→ AIM OF THE EXERCISE:
Each time a line of the listing holds "Lantingyuan", copy that line.

→ SOURCE DATA:
━━━━

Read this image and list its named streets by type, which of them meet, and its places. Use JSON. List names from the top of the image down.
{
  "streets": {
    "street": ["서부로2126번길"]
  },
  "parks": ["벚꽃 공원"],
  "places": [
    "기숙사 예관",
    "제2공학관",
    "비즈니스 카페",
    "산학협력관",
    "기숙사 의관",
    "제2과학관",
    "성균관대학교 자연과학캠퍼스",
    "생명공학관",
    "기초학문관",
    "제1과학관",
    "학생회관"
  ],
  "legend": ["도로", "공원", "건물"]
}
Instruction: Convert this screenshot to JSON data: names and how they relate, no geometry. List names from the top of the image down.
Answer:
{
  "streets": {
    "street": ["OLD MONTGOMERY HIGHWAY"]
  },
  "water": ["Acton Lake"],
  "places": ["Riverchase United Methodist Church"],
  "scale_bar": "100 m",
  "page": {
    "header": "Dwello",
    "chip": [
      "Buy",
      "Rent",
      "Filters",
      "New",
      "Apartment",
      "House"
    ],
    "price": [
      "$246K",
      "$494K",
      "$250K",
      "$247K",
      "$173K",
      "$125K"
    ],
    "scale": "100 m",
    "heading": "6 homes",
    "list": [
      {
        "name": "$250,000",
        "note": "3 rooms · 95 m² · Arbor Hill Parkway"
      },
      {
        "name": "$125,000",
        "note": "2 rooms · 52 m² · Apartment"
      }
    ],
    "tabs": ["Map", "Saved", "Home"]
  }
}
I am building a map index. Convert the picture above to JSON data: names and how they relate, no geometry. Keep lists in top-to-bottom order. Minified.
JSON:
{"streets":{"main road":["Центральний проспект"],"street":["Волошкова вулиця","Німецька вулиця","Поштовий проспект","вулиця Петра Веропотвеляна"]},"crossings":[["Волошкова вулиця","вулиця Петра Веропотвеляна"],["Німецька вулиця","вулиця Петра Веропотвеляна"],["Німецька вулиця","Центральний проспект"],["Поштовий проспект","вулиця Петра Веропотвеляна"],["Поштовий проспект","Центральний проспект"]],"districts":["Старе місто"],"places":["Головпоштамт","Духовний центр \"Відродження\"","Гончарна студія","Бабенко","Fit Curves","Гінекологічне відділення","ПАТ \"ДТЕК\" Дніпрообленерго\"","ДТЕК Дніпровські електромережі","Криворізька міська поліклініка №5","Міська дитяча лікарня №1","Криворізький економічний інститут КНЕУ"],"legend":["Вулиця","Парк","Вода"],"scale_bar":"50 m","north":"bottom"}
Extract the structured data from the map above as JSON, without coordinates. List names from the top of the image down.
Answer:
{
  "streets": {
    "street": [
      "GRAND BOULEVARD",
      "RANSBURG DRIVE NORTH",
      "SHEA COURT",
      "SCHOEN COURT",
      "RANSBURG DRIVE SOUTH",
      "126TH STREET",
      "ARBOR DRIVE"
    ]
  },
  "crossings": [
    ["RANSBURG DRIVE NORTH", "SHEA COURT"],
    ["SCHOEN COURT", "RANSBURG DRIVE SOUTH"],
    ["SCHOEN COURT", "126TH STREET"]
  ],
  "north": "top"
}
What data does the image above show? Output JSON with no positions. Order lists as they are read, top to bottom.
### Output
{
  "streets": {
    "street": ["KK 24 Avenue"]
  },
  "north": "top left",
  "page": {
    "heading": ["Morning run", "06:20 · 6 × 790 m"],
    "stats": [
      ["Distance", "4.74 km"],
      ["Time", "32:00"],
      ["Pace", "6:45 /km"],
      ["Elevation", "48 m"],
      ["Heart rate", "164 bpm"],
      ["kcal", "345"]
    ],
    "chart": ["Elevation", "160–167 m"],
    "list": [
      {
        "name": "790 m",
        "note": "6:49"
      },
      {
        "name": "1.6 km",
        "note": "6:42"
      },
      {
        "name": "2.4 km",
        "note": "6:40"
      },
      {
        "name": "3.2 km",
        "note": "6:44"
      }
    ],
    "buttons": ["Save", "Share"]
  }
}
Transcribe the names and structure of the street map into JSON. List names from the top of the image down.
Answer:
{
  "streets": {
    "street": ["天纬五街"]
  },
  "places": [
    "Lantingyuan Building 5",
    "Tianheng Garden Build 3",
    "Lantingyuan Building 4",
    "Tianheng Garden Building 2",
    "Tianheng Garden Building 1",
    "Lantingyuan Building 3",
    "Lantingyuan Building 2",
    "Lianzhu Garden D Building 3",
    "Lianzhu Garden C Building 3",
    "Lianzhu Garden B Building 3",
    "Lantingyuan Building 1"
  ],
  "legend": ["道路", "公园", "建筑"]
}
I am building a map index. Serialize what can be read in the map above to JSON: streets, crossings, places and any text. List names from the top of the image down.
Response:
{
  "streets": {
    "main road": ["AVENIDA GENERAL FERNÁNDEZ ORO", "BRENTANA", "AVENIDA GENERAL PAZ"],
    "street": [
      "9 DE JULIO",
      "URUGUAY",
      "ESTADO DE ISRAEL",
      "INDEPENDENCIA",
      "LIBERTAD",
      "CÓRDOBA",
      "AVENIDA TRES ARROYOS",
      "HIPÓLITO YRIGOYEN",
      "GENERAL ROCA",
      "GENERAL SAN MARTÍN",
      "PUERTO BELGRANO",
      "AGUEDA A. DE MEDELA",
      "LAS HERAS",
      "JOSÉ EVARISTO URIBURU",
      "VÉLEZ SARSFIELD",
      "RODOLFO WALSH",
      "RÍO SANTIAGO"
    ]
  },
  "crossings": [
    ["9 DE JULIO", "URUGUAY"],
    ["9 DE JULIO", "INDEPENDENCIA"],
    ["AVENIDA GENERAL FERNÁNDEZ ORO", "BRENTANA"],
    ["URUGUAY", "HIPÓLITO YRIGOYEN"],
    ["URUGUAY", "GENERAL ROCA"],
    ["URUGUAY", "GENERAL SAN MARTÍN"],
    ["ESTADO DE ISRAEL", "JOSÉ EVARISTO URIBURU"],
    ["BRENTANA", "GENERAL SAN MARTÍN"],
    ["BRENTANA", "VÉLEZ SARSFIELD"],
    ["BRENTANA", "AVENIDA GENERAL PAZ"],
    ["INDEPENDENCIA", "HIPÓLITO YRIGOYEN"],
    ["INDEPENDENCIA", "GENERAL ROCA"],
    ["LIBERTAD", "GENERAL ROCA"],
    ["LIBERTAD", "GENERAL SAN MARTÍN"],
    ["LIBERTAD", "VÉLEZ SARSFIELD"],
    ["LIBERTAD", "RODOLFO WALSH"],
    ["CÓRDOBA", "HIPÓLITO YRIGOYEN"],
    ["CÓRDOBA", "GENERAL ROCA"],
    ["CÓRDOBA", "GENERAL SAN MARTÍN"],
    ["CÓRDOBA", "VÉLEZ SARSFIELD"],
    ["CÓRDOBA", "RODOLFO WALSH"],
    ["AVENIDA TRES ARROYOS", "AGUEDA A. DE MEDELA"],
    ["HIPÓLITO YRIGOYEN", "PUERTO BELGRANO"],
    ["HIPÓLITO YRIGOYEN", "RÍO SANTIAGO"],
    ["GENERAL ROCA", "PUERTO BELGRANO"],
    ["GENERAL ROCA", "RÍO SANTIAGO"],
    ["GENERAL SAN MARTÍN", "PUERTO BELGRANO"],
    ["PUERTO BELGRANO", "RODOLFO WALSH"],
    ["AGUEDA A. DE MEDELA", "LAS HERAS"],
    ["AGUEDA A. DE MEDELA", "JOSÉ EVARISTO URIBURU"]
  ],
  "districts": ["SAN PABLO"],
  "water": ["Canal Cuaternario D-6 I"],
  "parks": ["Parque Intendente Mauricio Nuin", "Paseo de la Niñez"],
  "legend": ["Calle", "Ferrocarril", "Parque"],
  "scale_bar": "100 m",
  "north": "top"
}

━━━━

→ TASK ANSWER:
    "Lantingyuan Building 5",
    "Lantingyuan Building 4",
    "Lantingyuan Building 3",
    "Lantingyuan Building 2",
    "Lantingyuan Building 1"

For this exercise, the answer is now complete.